Postmortems are blameless, time-boxed, and end in a backlog of hardening tasks linked back to the override events that surfaced the issue.

```yaml
incident_id: <uuid>
agent_id: <kebab-case>
agent_version: <semver>
detected_at: <ISO-8601>
resolved_at: <ISO-8601>
severity: <critical | high | medium | low>
failure_id_refs: [<failure_ids from register>]
blast_radius:
  runs_affected: <count>
  external_actions_taken: <count and description>
  reversibility: <reversible | partially-reversible | irreversible>
timeline:
  - t: <ISO-8601>
    event: <what happened>
five_whys:
  surface: <what users or operators observed>
  why_1: <one level deeper>
  why_2: <one level deeper>
  why_3: <one level deeper>
  why_4: <one level deeper>
  root_cause: <statement; should be addressable by a hardening task>
contributing_factors:
  - <organizational, tooling, or data factor>
what_went_well:
  - <protections that fired correctly>
what_did_not:
  - <protections that should have fired and did not>
corrective_hardening_tasks:
  - id: HT-<short>
    type: <deterministic-fallback | threshold-tightening | prompt-or-tool-change | canvas-edit | new-failure-mode>
    description: <one sentence>
    owner: <role>
    due: <date>
    linked_override_events: [<event_ids>]
    linked_failure_ids: [<failure_ids>]
    s2_regression_seed: <yes | no>
    s3_provenance_followups: <yes | no>
followups:
  - canvas_version_bump: <yes | no, with reason>
  - register_changes: <added | severity changed | none>
  - threshold_changes: <yes | no>
  - rollout_status_change: <pause | rollback | continue>
sign_off:
  agent_owner: <role>
  reliability_owner: <role>
  date: <ISO-8601>
```

Postmortem outputs feed back into the canvas, the register, and the adversarial suite. A postmortem with no hardening tasks is incomplete; the answer cannot be "be more careful."

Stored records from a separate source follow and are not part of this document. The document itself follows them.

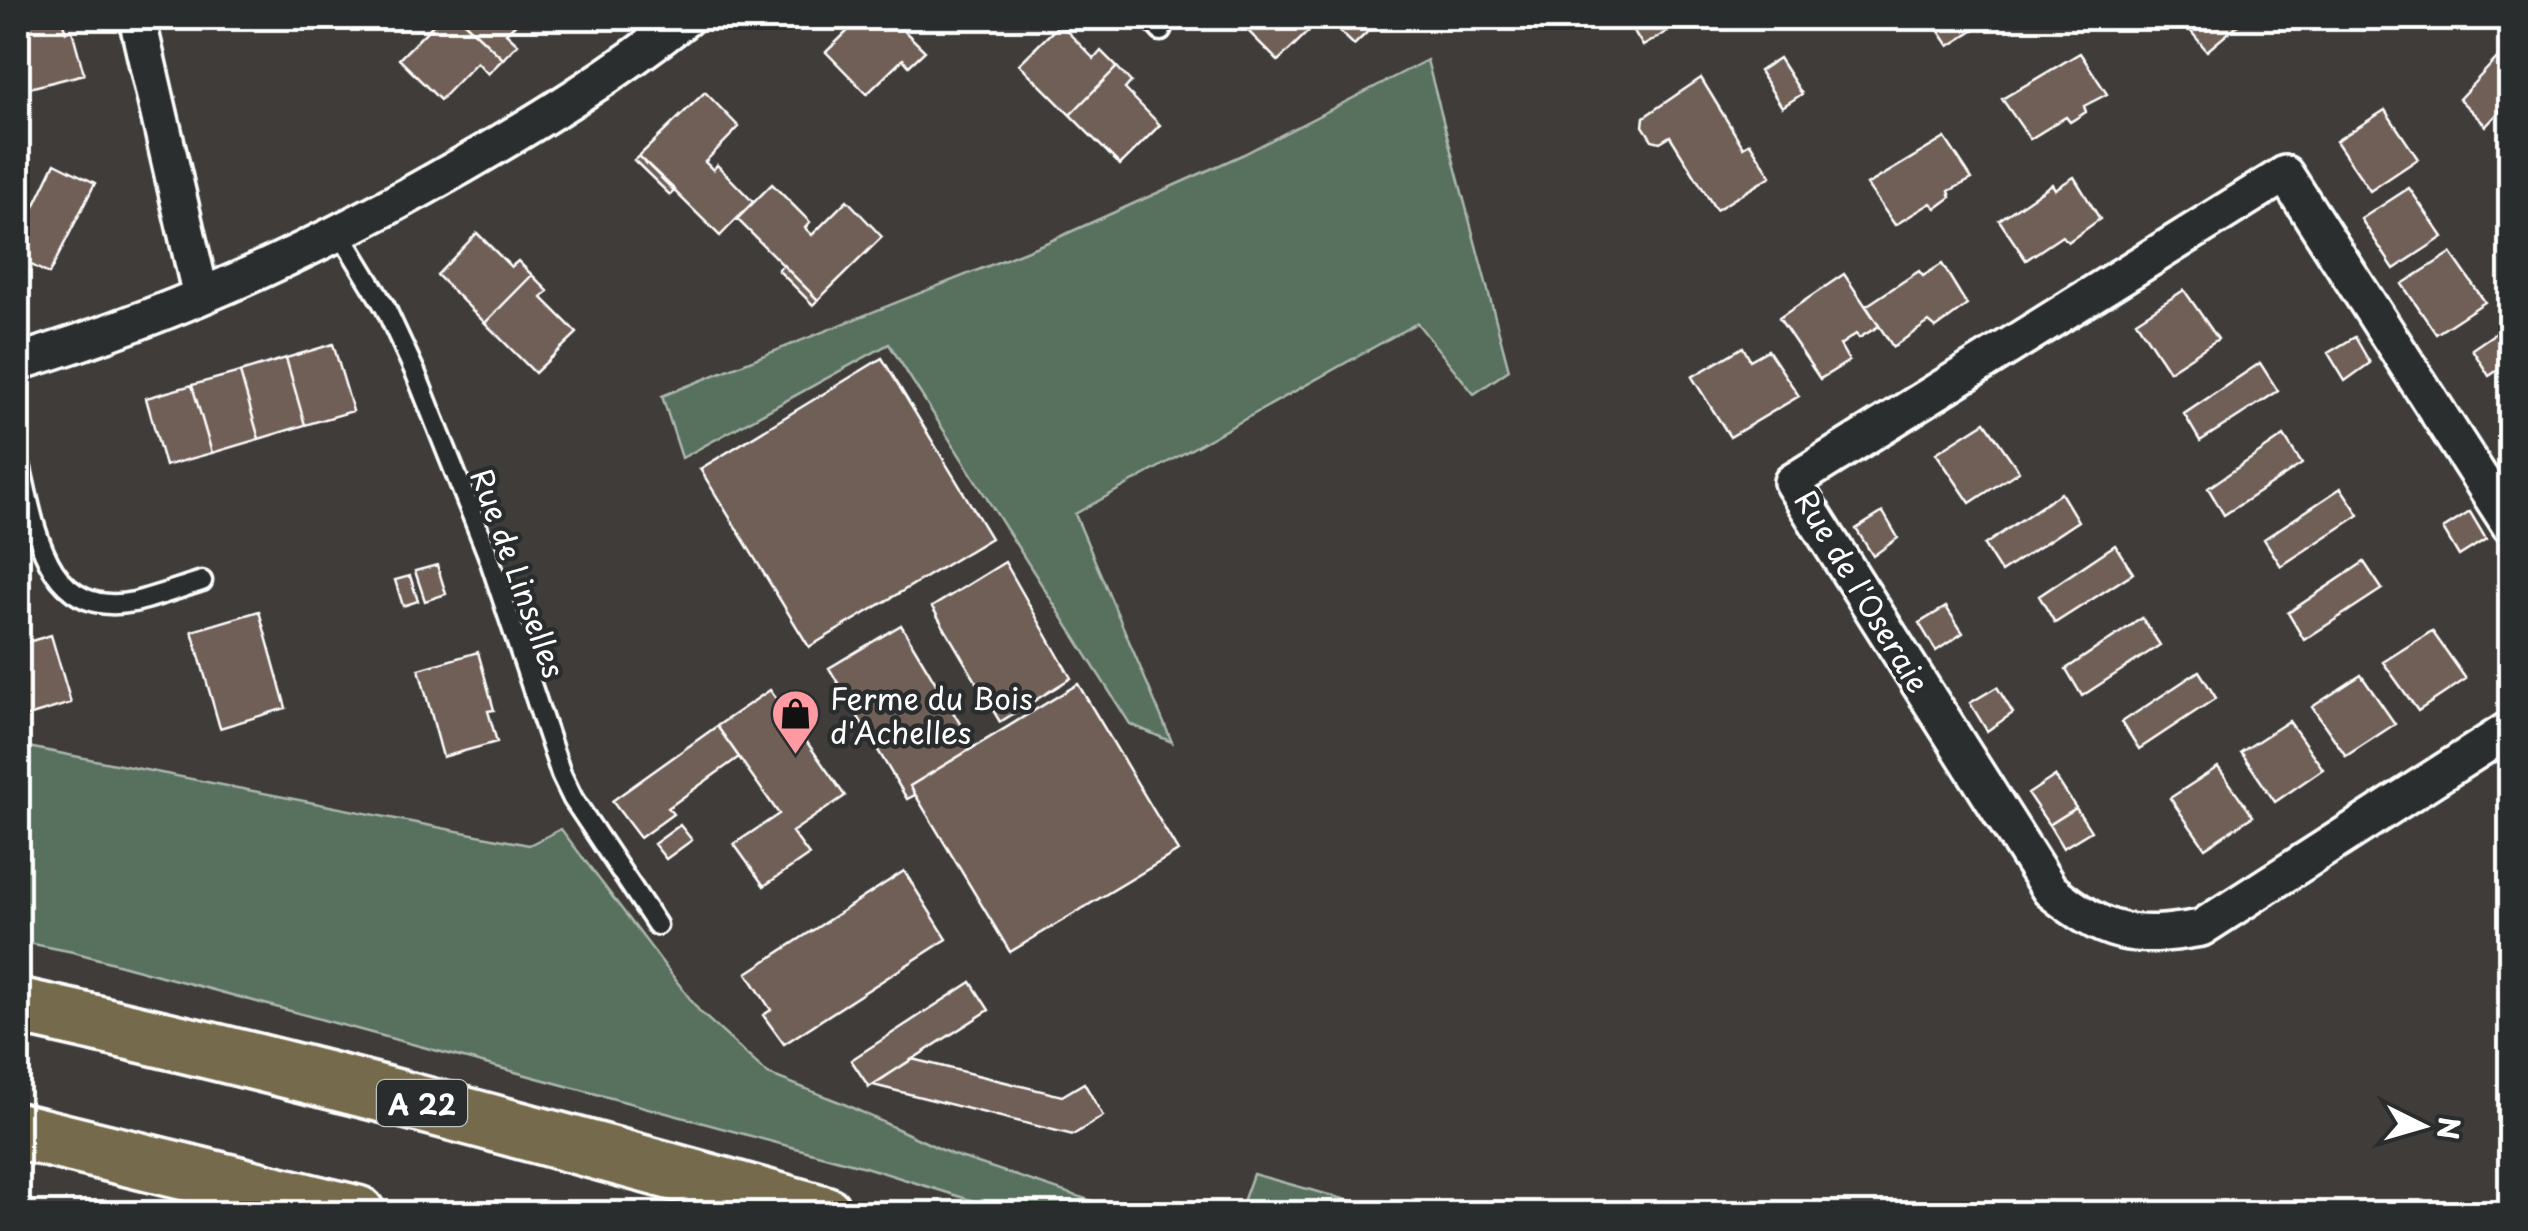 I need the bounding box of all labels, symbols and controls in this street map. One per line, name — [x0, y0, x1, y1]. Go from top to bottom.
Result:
street label: Rue de Linselles — [460, 462, 578, 684]
street label: Rue de l'Oseraie — [1785, 481, 1941, 701]
place label: Ferme du Bois d'Achelles — [830, 675, 1033, 754]
shop icon: Ferme du Bois d'Achelles — [769, 688, 821, 756]
north arrow — [2373, 1076, 2473, 1176]
road number: A 22 — [377, 1080, 467, 1126]
text: N — [2427, 1115, 2472, 1141] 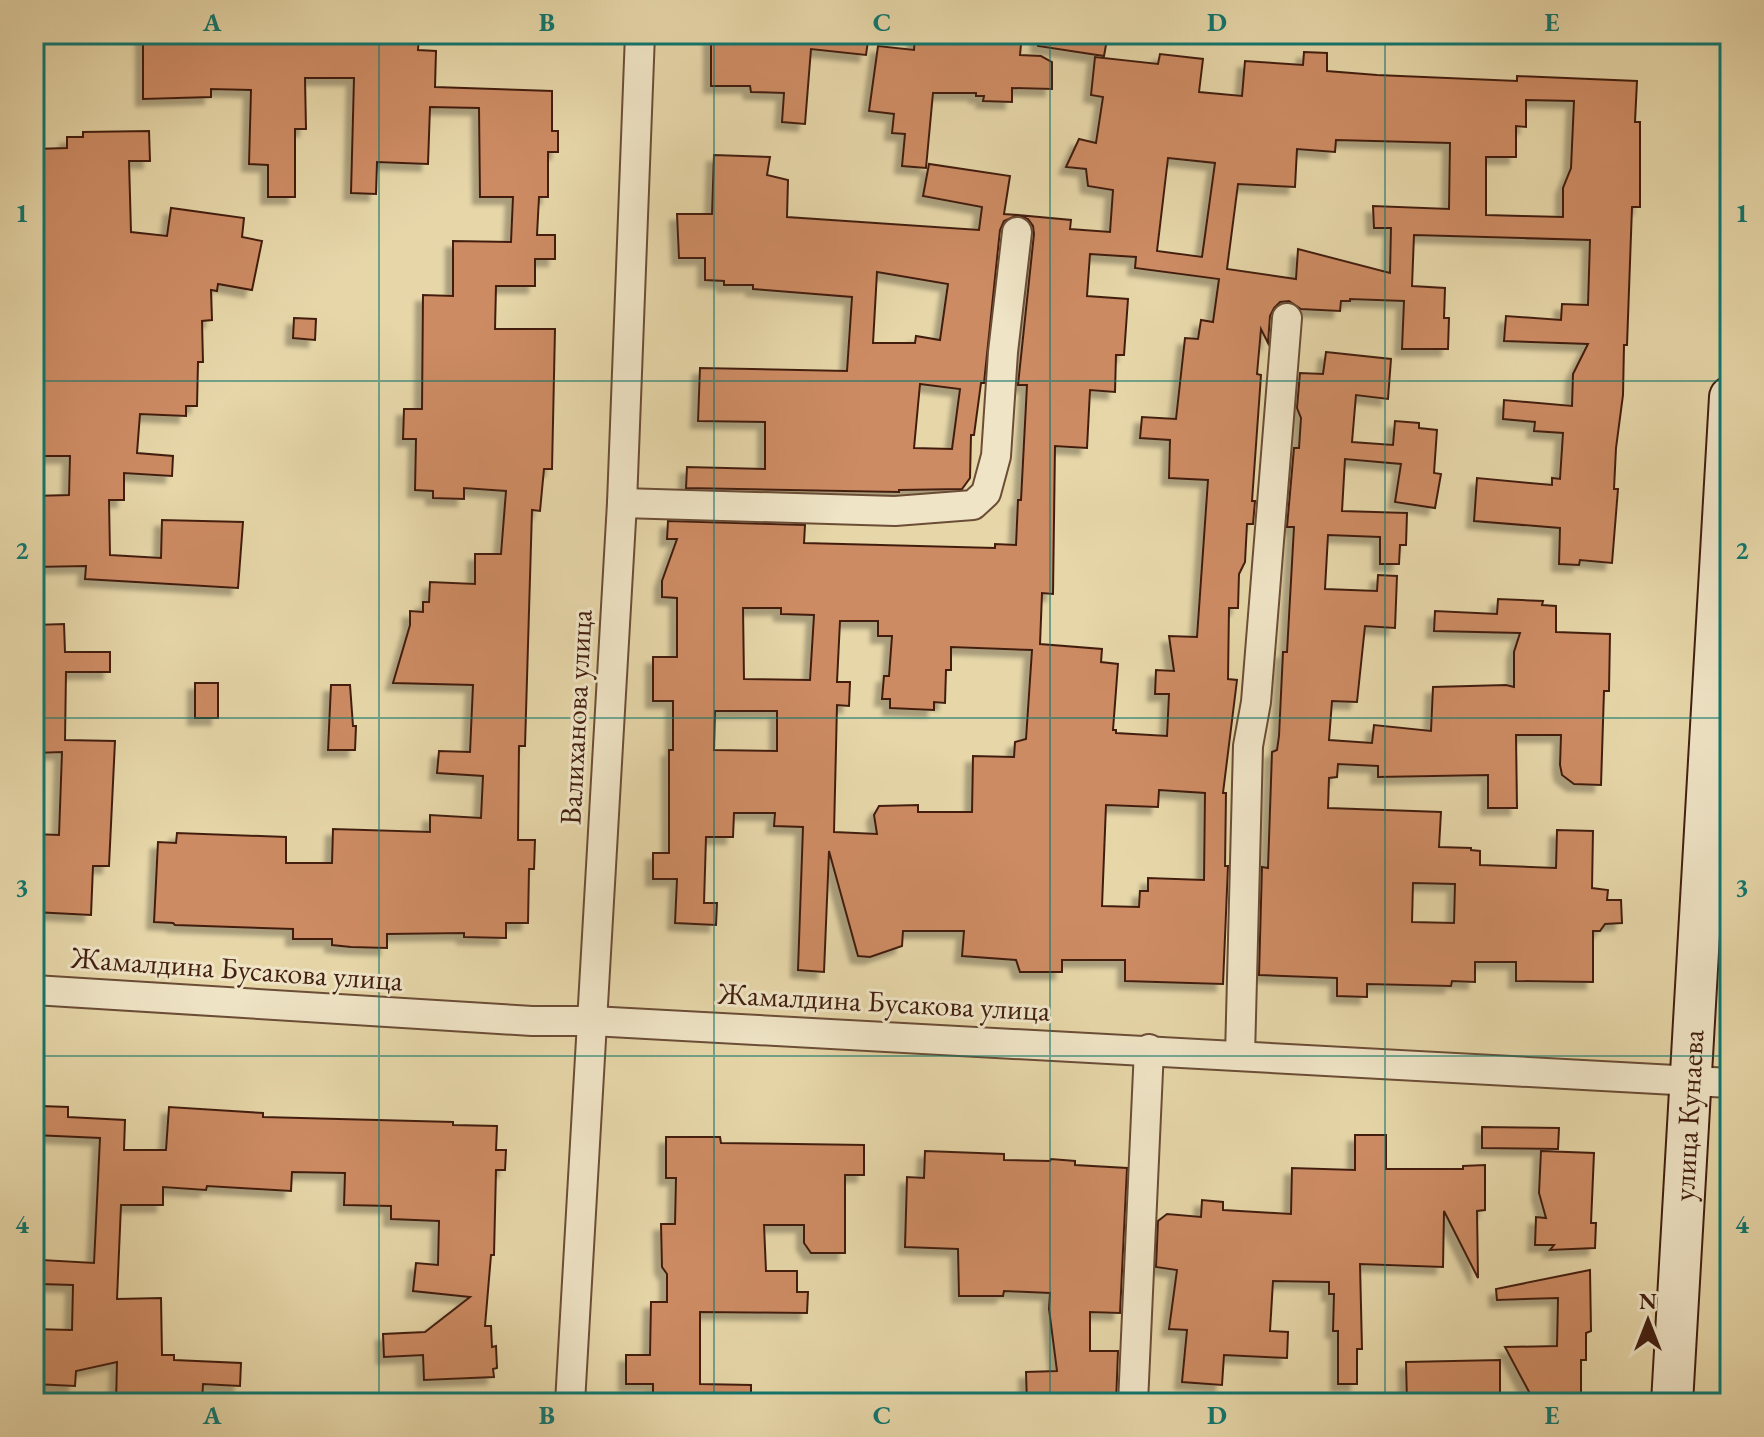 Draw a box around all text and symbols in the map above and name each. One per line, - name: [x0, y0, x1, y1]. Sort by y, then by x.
- text: A: [202, 5, 222, 39]
- text: B: [539, 5, 555, 39]
- text: C: [873, 5, 891, 39]
- text: D: [1207, 5, 1227, 39]
- text: E: [1545, 5, 1560, 39]
- text: 1: [15, 196, 29, 230]
- text: 1: [1735, 196, 1749, 230]
- text: 2: [15, 533, 29, 567]
- text: 2: [1735, 533, 1749, 567]
- street label: Валиханова улица: [550, 608, 601, 826]
- text: 3: [15, 870, 29, 904]
- text: 3: [1735, 870, 1749, 904]
- street label: Жамалдина Бусакова улица: [69, 937, 404, 1000]
- street label: Жамалдина Бусакова улица: [716, 973, 1051, 1030]
- street label: улица Кунаева: [1664, 1029, 1712, 1202]
- text: 4: [15, 1207, 29, 1241]
- text: 4: [1735, 1207, 1749, 1241]
- north arrow: [1608, 1281, 1688, 1361]
- text: N: [1639, 1287, 1657, 1316]
- text: A: [202, 1398, 222, 1432]
- text: B: [539, 1398, 555, 1432]
- text: C: [873, 1398, 891, 1432]
- text: D: [1207, 1398, 1227, 1432]
- text: E: [1545, 1398, 1560, 1432]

## 5. Weekly reliability review

Thirty minutes, one room or one thread. Standing agenda: top three `failure_id` classes by volume, override rate by agent, open hardening tasks aging past due, any boundary-cross attempts. Output is a one-page status that anyone in the library can read in two minutes. Patterns surfaced here become the next quarter's library-wide priorities.